Justice relaxes when the camera silences. Each live stream, each photograph, and each recording is evidence and is possible display in front of the International Criminal Court or the International Court of Justice. By erasing the witnesses of Gaza, Israel not only rewrites the story, but also dismantles the possibility of accountability. Professor Jeffrey Sachs of Columbia University describes the campaign as an attack on the truth itself. Francesca Albanese, the United Nations Special Rapporteur, warns that there may be “rational grounds” to suspect these killings are part of genocide’s organized attempt to erase both the victims and their history.
The United Nations condemned these killings and called for accountability as soon as possible. Stephen Dujaric, a spokesman for UN Secretary-General Antonio Guterres, emphasized the urgency to investigate incidents such as the Nasser attack. Dujarric said Guterres does not have the authority to initiate international inquiries without being granted one by one by UNSC Resolution 2222, but Israel must adhere to existing mechanisms that ensure journalist protection as a civil infrastructure. He warned of “potential fears” when Israel continued its military attacks on Gaza city and said there was “no safe place within Gaza.”
The sadness reached even further, and until August 10, 2025, a simple white media tent stood outside the Alsifa Hospital in Gaza city. Among them was Anas Al Sharif, 28, of Al Jazeera, who had written another update for viewers. When an Israeli missile struck, it quickly killed everyone. In the tent, nothing survived except for cameras, equipment and stories they dedicated their lives to sharing.

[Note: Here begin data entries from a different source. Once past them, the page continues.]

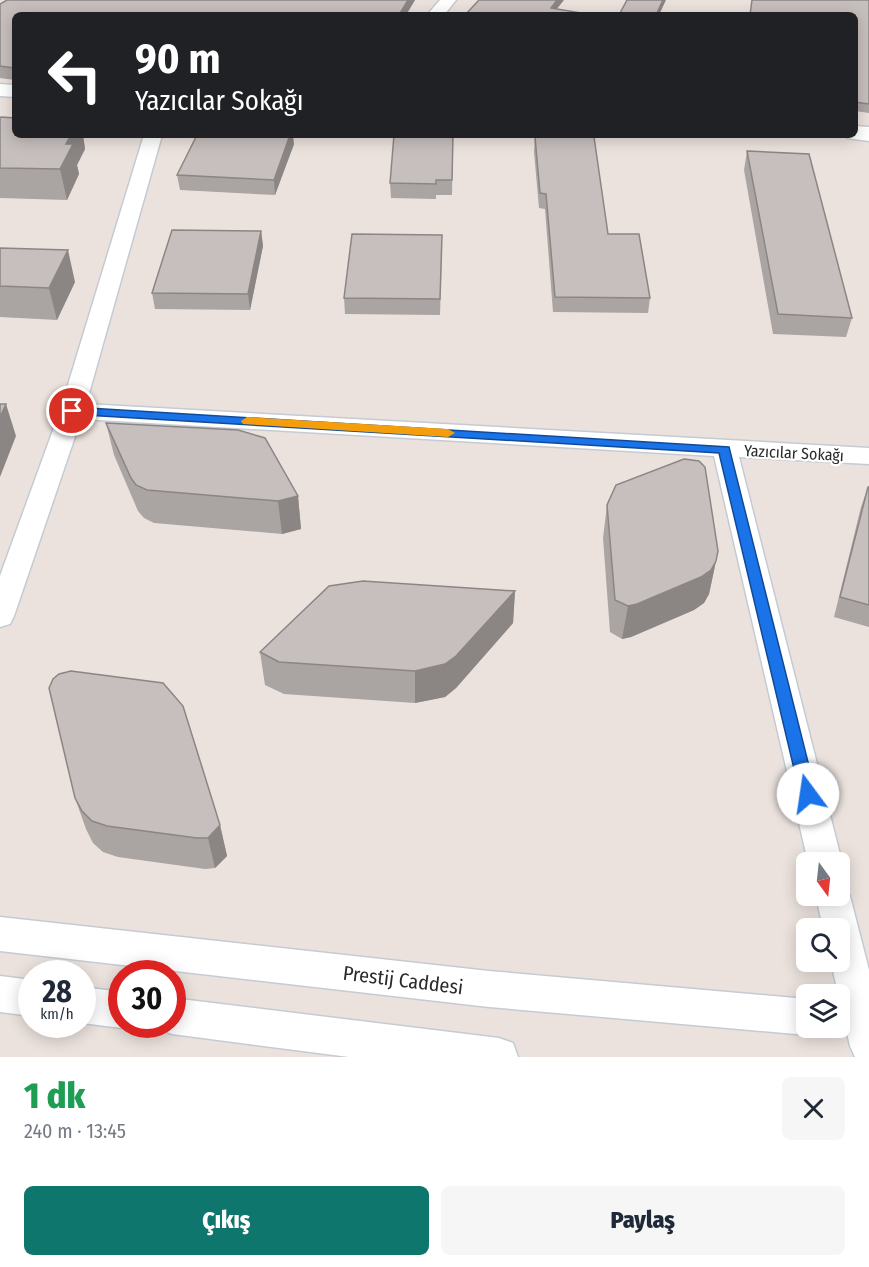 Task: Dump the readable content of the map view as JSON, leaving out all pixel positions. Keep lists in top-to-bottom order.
{
  "streets": {
    "street": ["Yazıcılar Sokağı", "Prestij Caddesi"]
  },
  "north": "bottom",
  "page": {
    "turn": ["90 m", "Yazıcılar Sokağı"],
    "speed": "28 km/h",
    "limit": "30",
    "heading": ["1 dk", "240 m · 13:45"],
    "buttons": ["Çıkış", "Paylaş"]
  }
}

Before the strike, Anas had recorded what would become his final message for us all to hear: “If these words reached you, I know they killed me and my voice.” Sadly, his voice remains heard across the roofs and newsrooms of Gaza by those who do not want to allow silence to engulf the truth.

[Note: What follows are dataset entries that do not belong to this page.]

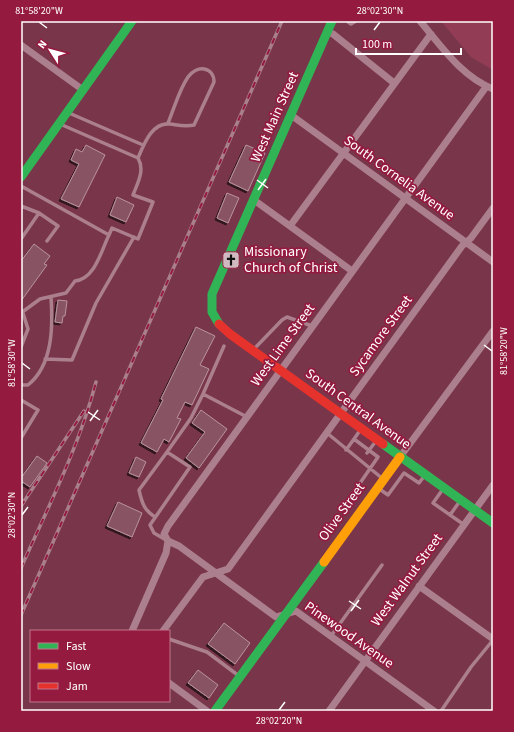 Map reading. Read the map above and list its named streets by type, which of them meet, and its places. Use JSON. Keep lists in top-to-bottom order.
{
  "streets": {
    "main road": ["West Main Street", "South Central Avenue", "Olive Street"],
    "street": [
      "South Cornelia Avenue",
      "Sycamore Street",
      "West Lime Street",
      "West Walnut Street",
      "Pinewood Avenue"
    ]
  },
  "crossings": [
    ["West Main Street", "South Cornelia Avenue"],
    ["West Main Street", "South Central Avenue"],
    ["South Cornelia Avenue", "Sycamore Street"],
    ["South Cornelia Avenue", "West Lime Street"],
    ["Sycamore Street", "South Central Avenue"],
    ["Sycamore Street", "Pinewood Avenue"],
    ["West Lime Street", "South Central Avenue"],
    ["West Lime Street", "Pinewood Avenue"],
    ["South Central Avenue", "Olive Street"],
    ["South Central Avenue", "West Walnut Street"],
    ["Olive Street", "Pinewood Avenue"],
    ["West Walnut Street", "Pinewood Avenue"]
  ],
  "places": {
    "church": ["Missionary Church of Christ"]
  },
  "legend": ["Fast", "Slow", "Jam"],
  "scale_bar": "100 m",
  "north": "top left",
  "coordinates": [
    "81°58'20\"W",
    "28°02'30\"N",
    "81°58'30\"W",
    "28°02'20\"N"
  ]
}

From the rooftop of the Nasser Medical Complex to the media tents of the Al Shifa, the patterns are unbroken. The journalist hasn’t died by chance. They are excluded as their cameras stand between cruelty and accountability. It destroys witnesses and makes history itself negotiable. Bomb Archives and Justice are optional.
Today, six more names have been added to the list. Their cameras will never rise again. Their notebooks remained semi-written. Their broadcast will not arrive tomorrow. But their absence tells a more loud story than any live feed ever. Somewhere, under the ruins of Al-Sifa, perhaps the wind still carries the last words of Anas Al-Sharif. When the last witness is killed, it’s not just journalism that dies. It is the truth itself, buried with them, waiting for the day the world will decide that memory is worth defending.